Young african woman patient in wheelchair signing discharge documents at hospital ward. Doctor giving clipboard to discharged woman for signature before leaving

Bioethics Forum Essay

Ethical Challenges in Discharge Planning

After suffering respiratory failure in her second semester of college due to a rare progressive neuromuscular disease, Michelle Brose found herself in the hospital contemplating life on a ventilator. She had heard about a doctor at a rehab facility working with noninvasive ventilation, but her insurance company wouldn’t cover it. “I continued to refuse to consent to the nursing home, having heard from disability activists long before my hospitalization that no one can force you into a nursing home against your will, but that they can withdraw care,” she writes.

What could “withdrawal of care” look like for a person who can no longer breathe without a ventilator? In Brose’s case, she realized, it meant the insurance company was now threatening to refuse payment for her entire four-month hospital stay. Hospital administrators were determined to get her to a nursing home and out of their care as soon as possible. “Living the rest of my life in a nursing home, unable to move or speak or even get a deep breath, was unfathomable to me. Death would be preferable,” Brose states.  

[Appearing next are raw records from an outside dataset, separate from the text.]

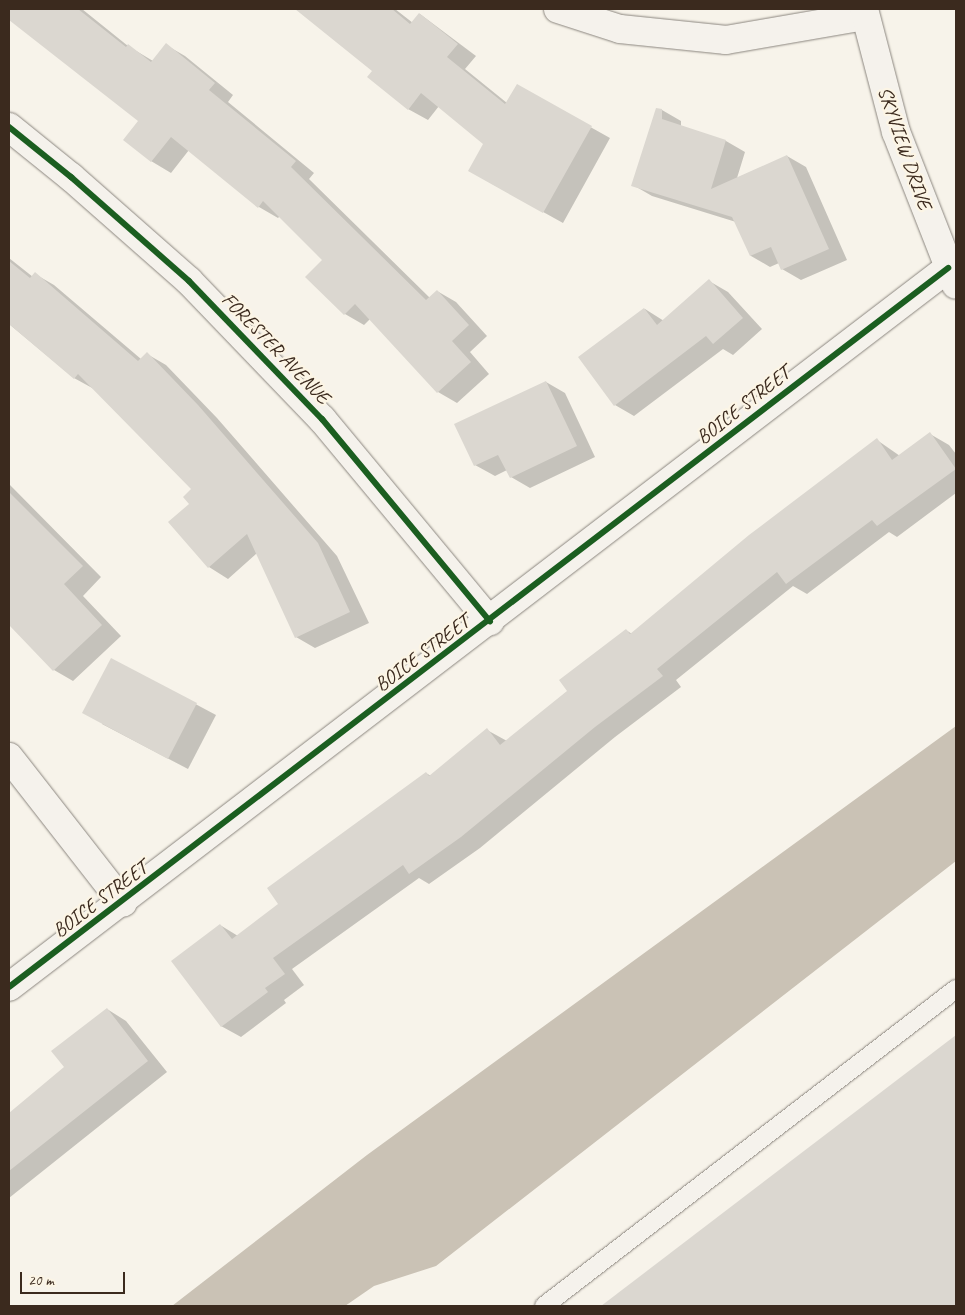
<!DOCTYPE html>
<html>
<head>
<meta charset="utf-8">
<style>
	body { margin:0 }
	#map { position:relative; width:965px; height:1315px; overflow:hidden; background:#f7f3ea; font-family:Caveat,sans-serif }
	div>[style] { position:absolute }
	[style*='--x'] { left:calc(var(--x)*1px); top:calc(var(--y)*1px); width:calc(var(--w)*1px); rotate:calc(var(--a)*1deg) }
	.water>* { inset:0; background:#cac2b5 }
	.shadow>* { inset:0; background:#0003 }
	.building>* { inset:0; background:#dbd7d0 }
	.roads { filter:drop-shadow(0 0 1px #8b867f) drop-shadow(0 0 1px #8b867f) }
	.service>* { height:18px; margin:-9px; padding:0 9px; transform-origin:9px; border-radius:9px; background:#f5f2ec }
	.minor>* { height:28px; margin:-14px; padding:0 14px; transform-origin:14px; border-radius:14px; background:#f5f2ec }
	.tertiary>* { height:28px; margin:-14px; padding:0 14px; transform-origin:14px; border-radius:14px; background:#f5f2ec }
	.cycleway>* { height:6px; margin:-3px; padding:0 3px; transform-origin:3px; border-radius:3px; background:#1b5e20 }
	span { translate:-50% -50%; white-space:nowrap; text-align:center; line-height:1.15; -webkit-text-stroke:4.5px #fcf5e5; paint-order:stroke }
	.street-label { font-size:20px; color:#3b2a1e }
	.frame { position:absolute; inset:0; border:10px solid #3b2a1e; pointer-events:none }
	.scale { position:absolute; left:20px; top:1272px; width:105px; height:22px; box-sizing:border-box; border:2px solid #3b2a1e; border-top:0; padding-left:6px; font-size:15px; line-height:18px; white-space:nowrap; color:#3b2a1e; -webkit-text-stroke:4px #fcf5e5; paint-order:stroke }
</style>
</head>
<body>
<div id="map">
	<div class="water">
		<div style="clip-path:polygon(956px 726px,956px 861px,436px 1266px,374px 1286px,345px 1306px,172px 1306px,367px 1155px)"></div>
	</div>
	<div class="shadow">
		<div style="clip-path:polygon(9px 9px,82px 9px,128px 46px,153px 61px,166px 45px,185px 56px,233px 95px,228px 102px,314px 173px,309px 179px,430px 298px,437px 291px,456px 302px,487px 336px,470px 352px,489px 374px,457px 403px,438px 392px,370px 319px,364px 325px,345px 314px,324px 260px,280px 216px,278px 218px,259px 207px,189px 150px,171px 173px,151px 161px,140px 121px,9px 18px)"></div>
		<div style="clip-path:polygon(297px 9px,395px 9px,413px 23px,420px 14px,476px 56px,465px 69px,507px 103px,517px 86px,610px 138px,563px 223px,489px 182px,485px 143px,439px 106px,428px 120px,408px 109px,374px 70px)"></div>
		<div style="clip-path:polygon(662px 110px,681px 121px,681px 126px,726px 141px,745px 152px,737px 178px,787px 156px,806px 167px,847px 260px,801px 280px,782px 269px,779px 263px,770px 267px,751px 256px,736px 222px,652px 196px,633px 185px)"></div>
		<div style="clip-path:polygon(9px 258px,33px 277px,35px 274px,54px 285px,141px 359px,147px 354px,166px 365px,217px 418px,337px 556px,369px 623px,315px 648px,296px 637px,257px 553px,228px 579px,209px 567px,169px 522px,191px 504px,193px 490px,94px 389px,74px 378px,9px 324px)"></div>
		<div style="clip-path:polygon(709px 281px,728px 292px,762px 329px,733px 355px,723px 349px,634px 416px,615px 405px,645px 309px,664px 321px)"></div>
		<div style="clip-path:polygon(546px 382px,565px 393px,595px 457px,530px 488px,511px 477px,507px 470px,495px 476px,475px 465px)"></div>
		<div style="clip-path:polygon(930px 434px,949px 445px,956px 454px,956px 493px,897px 537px,889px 532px,807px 594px,793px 586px,676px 680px,681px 687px,615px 737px,480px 848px,429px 884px,419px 878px,292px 969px,304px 985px,284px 1000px,286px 1003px,241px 1037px,221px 1026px,220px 925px,238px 936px,280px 904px,426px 773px,431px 776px,487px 730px,507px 741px,568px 691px,626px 630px,632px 634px,877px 440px,900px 456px)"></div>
		<div style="clip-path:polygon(9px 484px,101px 577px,83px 596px,121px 636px,73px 681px,54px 670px,9px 623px)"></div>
		<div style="clip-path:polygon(111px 659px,216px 715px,188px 769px,102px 724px)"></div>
		<div style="clip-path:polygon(107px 1009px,126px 1021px,167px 1072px,9px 1198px,9px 1115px,65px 1068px)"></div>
		<div style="clip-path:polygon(956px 1037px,956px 1306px,603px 1306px)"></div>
	</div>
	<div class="building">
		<div style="clip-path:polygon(9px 9px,78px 9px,126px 47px,128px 44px,151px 62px,166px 43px,215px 83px,209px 90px,296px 161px,291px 167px,426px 300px,437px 290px,469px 325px,452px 341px,471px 362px,437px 393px,355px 304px,344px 315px,305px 277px,322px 260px,263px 201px,258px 208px,171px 137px,151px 162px,123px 140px,138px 121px,9px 20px)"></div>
		<div style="clip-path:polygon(295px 9px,392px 9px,410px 24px,419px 13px,458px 44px,447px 57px,505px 104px,517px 84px,592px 126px,543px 213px,468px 171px,483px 144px,421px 93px,408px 110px,367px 77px,372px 71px)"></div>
		<div style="clip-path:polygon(656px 108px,662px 109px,662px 119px,726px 140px,711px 189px,787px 155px,829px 249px,781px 270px,771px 247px,750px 256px,732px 217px,631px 186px)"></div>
		<div style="clip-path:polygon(9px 261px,30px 278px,35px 272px,138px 361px,147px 352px,198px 405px,318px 543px,350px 612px,295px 638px,247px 534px,208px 568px,168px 522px,189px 504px,183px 497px,191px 489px,78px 374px,74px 379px,9px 324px)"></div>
		<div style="clip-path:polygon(709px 279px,743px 318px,713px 344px,706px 336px,614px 406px,578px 357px,644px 308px,657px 325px)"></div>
		<div style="clip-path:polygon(546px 381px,577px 446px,510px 478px,498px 455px,474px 466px,454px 424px)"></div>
		<div style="clip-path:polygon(930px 432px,956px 469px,877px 526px,872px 520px,786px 584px,777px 572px,657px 669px,663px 676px,595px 727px,461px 837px,409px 874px,403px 865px,273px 958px,285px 974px,265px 988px,268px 992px,221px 1027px,171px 961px,220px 924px,232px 939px,278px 904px,267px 888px,426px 772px,429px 776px,487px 728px,500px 745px,567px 691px,559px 680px,626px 629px,630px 634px,749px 535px,877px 438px,892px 460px)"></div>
		<div style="clip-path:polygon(9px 492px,83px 566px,64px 584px,102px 625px,53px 671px,9px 625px)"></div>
		<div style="clip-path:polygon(111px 658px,197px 703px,168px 759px,82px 713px)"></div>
		<div style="clip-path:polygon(107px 1008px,148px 1061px,9px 1171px,9px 1113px,64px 1067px,51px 1051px)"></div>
		<div style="clip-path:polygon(956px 1035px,956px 1306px,601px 1306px)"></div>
	</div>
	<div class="roads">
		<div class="service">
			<div style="--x:544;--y:1306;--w:520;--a:-37.58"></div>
		</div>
		<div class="minor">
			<div style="--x:558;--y:9;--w:65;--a:17.9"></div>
			<div style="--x:620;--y:29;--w:107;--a:5.9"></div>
			<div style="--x:726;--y:40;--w:141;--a:-9.8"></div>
			<div style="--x:9;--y:127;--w:80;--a:38.9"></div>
			<div style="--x:71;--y:177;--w:157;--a:41.4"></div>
			<div style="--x:189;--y:281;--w:192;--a:46.1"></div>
			<div style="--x:322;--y:419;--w:263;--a:50.3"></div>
			<div style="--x:9;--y:757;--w:185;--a:52"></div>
			<div style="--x:9;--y:987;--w:1183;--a:-37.44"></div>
		</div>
		<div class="tertiary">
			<div style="--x:864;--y:9;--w:127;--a:75.4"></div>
			<div style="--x:896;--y:132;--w:164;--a:68.6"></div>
		</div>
	</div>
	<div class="cycleway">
		<div style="--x:9;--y:127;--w:80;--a:38.9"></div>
		<div style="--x:71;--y:177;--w:157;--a:41.4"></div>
		<div style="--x:189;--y:281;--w:192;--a:46.1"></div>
		<div style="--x:322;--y:419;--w:263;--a:50.3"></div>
		<div style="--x:9;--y:987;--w:1183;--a:-37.44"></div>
	</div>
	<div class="street-label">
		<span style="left:905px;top:148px;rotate:71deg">SKYVIEW DRIVE</span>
		<span style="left:276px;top:348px;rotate:46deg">FORESTER AVENUE</span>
		<span style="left:743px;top:405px;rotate:-38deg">BOICE STREET</span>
		<span style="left:422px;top:653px;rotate:-37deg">BOICE STREET</span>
		<span style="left:100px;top:899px;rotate:-37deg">BOICE STREET</span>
	</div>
	<div class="frame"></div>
	<div class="scale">20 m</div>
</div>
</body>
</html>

Brose’s story is one of the narratives included in a symposium titled “Ethical Challenges in Discharge Planning: Stories from Patients” in the current issue of Narrative Inquiry in Bioethics. (Brose’s story can be read here.)

The symposium editor, Elizabeth Pendo, reminds us that millions of patients are discharged from a hospital each year and that “the individual and systemic forces that shape discharge planning and care transitions” frequently lead to “failures that compromise patient health and well-being.” As many health care workers and patients know, however, there can be a complex set of obstacles to maneuver in creating a discharge plan. Ethical issues abound and discharge plans are typically made without a clear framework for integrating the clinical and personal concerns of all parties involved.

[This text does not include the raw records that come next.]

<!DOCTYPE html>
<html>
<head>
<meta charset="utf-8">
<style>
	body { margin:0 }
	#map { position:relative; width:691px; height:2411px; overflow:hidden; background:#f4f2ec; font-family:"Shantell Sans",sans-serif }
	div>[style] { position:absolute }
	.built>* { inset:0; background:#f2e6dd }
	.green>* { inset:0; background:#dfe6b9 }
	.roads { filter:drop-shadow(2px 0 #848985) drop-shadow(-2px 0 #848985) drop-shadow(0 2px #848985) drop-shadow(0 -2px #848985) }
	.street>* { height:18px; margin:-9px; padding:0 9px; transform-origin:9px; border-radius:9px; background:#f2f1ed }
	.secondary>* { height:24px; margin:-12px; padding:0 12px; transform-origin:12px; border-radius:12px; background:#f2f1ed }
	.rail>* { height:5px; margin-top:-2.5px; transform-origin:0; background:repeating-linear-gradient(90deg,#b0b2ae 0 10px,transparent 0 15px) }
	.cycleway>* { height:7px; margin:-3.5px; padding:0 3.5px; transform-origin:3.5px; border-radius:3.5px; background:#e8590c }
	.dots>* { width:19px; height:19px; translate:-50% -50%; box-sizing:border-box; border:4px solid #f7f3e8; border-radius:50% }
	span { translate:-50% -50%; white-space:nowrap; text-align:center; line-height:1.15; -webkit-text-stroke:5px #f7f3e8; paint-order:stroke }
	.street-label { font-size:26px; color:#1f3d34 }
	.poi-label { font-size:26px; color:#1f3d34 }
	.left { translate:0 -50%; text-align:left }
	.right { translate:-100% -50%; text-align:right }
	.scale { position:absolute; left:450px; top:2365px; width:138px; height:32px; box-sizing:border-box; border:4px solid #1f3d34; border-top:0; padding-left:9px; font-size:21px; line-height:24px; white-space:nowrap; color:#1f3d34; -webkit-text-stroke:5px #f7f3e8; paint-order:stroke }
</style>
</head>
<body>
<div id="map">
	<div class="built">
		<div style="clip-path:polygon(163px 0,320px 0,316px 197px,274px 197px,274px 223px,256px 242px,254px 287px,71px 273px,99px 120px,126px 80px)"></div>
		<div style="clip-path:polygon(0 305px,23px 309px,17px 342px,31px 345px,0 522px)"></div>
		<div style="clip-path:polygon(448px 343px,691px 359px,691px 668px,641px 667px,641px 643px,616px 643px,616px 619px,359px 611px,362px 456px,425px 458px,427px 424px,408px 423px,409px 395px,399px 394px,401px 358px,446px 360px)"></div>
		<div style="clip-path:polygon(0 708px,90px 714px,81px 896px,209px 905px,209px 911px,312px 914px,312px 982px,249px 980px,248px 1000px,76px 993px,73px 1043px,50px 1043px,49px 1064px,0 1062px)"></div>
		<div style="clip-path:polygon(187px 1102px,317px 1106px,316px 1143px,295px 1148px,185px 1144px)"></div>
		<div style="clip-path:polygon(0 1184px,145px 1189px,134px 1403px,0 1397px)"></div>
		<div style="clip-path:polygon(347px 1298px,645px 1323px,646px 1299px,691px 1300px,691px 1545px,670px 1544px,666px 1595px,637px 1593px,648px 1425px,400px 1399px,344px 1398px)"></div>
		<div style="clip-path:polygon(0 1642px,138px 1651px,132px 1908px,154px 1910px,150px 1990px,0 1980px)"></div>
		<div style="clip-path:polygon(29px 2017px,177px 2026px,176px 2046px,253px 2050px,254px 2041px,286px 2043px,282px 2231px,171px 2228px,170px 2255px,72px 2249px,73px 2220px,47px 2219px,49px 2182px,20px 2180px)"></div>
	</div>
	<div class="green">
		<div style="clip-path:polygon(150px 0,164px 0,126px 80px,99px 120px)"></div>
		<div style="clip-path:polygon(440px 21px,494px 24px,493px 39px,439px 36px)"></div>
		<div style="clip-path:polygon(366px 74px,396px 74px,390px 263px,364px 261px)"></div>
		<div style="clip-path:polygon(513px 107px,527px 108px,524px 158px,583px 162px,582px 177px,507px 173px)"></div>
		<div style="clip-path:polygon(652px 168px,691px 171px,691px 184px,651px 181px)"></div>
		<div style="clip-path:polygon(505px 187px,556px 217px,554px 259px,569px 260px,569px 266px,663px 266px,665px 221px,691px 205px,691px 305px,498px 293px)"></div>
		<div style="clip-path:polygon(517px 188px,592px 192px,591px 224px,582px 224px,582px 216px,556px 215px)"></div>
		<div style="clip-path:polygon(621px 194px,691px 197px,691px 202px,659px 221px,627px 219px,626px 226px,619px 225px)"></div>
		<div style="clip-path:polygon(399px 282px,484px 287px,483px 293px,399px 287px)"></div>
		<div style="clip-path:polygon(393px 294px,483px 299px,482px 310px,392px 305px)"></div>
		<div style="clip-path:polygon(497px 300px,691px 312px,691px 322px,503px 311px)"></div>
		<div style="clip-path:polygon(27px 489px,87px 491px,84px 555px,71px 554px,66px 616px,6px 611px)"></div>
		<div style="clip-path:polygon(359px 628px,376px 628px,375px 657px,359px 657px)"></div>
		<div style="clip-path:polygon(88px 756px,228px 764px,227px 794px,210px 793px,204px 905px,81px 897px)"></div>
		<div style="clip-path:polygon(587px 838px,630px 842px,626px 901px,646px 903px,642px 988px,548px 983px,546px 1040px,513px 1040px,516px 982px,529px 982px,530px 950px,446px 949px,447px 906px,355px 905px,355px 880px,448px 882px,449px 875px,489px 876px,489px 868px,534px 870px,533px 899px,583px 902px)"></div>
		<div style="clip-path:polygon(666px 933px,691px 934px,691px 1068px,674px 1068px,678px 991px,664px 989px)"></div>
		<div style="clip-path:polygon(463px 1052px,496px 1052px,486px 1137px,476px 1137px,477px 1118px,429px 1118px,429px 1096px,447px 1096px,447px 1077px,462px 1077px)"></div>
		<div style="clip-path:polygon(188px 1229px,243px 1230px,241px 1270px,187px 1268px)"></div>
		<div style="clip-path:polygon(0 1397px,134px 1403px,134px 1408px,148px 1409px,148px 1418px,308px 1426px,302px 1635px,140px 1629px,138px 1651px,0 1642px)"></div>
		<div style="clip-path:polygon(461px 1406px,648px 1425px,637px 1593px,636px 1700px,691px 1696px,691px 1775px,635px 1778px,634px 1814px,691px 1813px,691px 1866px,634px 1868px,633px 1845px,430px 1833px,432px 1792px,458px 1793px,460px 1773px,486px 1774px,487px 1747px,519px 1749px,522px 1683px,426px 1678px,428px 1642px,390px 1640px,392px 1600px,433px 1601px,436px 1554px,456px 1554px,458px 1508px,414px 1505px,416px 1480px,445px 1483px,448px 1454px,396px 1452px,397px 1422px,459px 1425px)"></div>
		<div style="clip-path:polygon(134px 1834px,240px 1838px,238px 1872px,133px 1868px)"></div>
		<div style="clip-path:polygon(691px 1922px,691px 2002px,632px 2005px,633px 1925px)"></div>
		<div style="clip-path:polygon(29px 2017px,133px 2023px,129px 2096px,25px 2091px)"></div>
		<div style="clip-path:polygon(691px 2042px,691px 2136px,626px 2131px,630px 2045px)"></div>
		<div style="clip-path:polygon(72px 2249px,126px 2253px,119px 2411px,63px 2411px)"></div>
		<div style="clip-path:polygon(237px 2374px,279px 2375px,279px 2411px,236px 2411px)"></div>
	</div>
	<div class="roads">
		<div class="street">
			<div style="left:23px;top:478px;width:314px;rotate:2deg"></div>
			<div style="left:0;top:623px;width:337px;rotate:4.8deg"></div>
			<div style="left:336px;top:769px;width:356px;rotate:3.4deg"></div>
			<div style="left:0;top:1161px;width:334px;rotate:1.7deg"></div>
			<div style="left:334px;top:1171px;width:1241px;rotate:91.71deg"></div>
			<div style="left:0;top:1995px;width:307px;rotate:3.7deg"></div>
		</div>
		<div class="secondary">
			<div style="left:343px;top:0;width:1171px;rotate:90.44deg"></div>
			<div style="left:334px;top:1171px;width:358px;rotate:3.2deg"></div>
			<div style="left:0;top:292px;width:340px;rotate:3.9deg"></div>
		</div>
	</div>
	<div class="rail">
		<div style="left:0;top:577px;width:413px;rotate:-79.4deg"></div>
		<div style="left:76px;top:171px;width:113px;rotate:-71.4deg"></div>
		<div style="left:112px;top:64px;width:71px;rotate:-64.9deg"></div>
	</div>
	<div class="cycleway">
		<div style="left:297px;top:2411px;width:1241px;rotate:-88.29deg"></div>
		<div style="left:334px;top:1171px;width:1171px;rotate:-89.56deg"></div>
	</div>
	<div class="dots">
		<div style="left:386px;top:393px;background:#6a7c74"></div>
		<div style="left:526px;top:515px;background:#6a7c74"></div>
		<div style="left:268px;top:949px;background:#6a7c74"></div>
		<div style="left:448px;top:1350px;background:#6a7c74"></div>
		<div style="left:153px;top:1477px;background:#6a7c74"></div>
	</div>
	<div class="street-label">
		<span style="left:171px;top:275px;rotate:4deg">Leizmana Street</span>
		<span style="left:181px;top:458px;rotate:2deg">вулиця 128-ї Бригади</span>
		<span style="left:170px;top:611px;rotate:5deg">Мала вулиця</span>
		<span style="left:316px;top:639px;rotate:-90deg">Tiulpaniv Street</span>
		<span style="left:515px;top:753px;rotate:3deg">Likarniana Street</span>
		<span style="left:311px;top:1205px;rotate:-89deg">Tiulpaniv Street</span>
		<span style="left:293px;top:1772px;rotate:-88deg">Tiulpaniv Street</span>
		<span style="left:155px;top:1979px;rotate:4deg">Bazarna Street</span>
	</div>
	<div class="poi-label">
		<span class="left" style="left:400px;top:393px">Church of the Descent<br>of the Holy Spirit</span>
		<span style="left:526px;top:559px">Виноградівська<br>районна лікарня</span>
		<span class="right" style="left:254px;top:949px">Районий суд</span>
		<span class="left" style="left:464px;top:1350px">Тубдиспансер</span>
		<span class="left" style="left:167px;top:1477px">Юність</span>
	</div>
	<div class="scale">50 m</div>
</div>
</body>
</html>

The symposium offers a look into discharge planning from a patient’s perspective. The stories shed light on some of the ethical considerations of care transitions, especially the challenges faced by vulnerable patients. Symposium commentator Lisa I. Iezzoni notes that Brose’s story is an example of the open secret that “financial incentives often motivate hospital discharge timing.” This fact, along with other factors such as “systemic communication failures,” Iezzoni writes, contribute to the “relatively poor health outcomes” of the American health care system.

Monu Chhetri’s narrative describes one of the systemic communication failures. (Note: this story was told by Monu Chhetri to Rebecca Garden in two stages through two American Sign Language interpreters. Chhetri reviewed the final version with an interpreter.) A professional Deaf Nepali Sign Language interpreter and a refugee from Bhutan, Chhetri told her story of attempting to understand her daughter’s health care in the hospital. When her daughter was rushed from school to the emergency room, Chetri tried to understand the frightening situation with limited ability to communicate with the health care team. She asked for an interpreter, but none appeared. “When I wasn’t provided an interpreter,” she explains, “I felt very oppressed. I wanted to know my daughter’s medical condition so I could take care of her appropriately at home. It felt like the doctors and nurses were really discounting me, like I was of no importance whatsoever.”

Chhetri’s story sheds light on the importance of clear communication between doctors and patients, particularly in discharge planning. In the U.S., there is “such amazing medical care,” she says; however, “just a simple miscommunication could prevent my daughter from getting the medical care that she needs and cause her further suffering.”

Even health care professionals can feel blindsided by the discharge process. Despite being a physician in the hospital where he sought care for appendicitis, Brent R. Carr felt bewildered by his abrupt and unceremonious discharge. Standing in the hot parking lot, holding his car keys and the small yellow paper containing his discharge instructions, Carr wondered if he had been accidentally discharged prematurely. He was in pain and, he thought, it was strange he had not been accompanied to his car. The discharge paper contained only two sentences. When his painful post-operative symptoms  became significant and not explained by the yellow paper, Carr decided to use his connections. “I admit to cheating,” he writes. “I would call the surgeon directly—doctor to doctor.” Most patients, as Carr notes, don’t have that string to pull.

Kristi L. Kirschner suggests, at the end of her commentary, that she expects that the structural burdens preventing effective discharge planning also cause moral distress for many doctors. “Though they have a fiduciary responsibility to put the interests of their patient first,” she writes, “in the absence of structural supports, it is easy to burn out.” The narratives in the symposium focus on the patient perspective of ethical challenges in discharge planning, but the stories also expose the larger architecture of a health care system that allows many patients to fall through the cracks during the transition of care. The solutions, like the problems, need to be systemic. The first step, as always, is to see the problems clearly.

Mary Click is a former communications assistant at Washington University School of Medicine in St. Louis.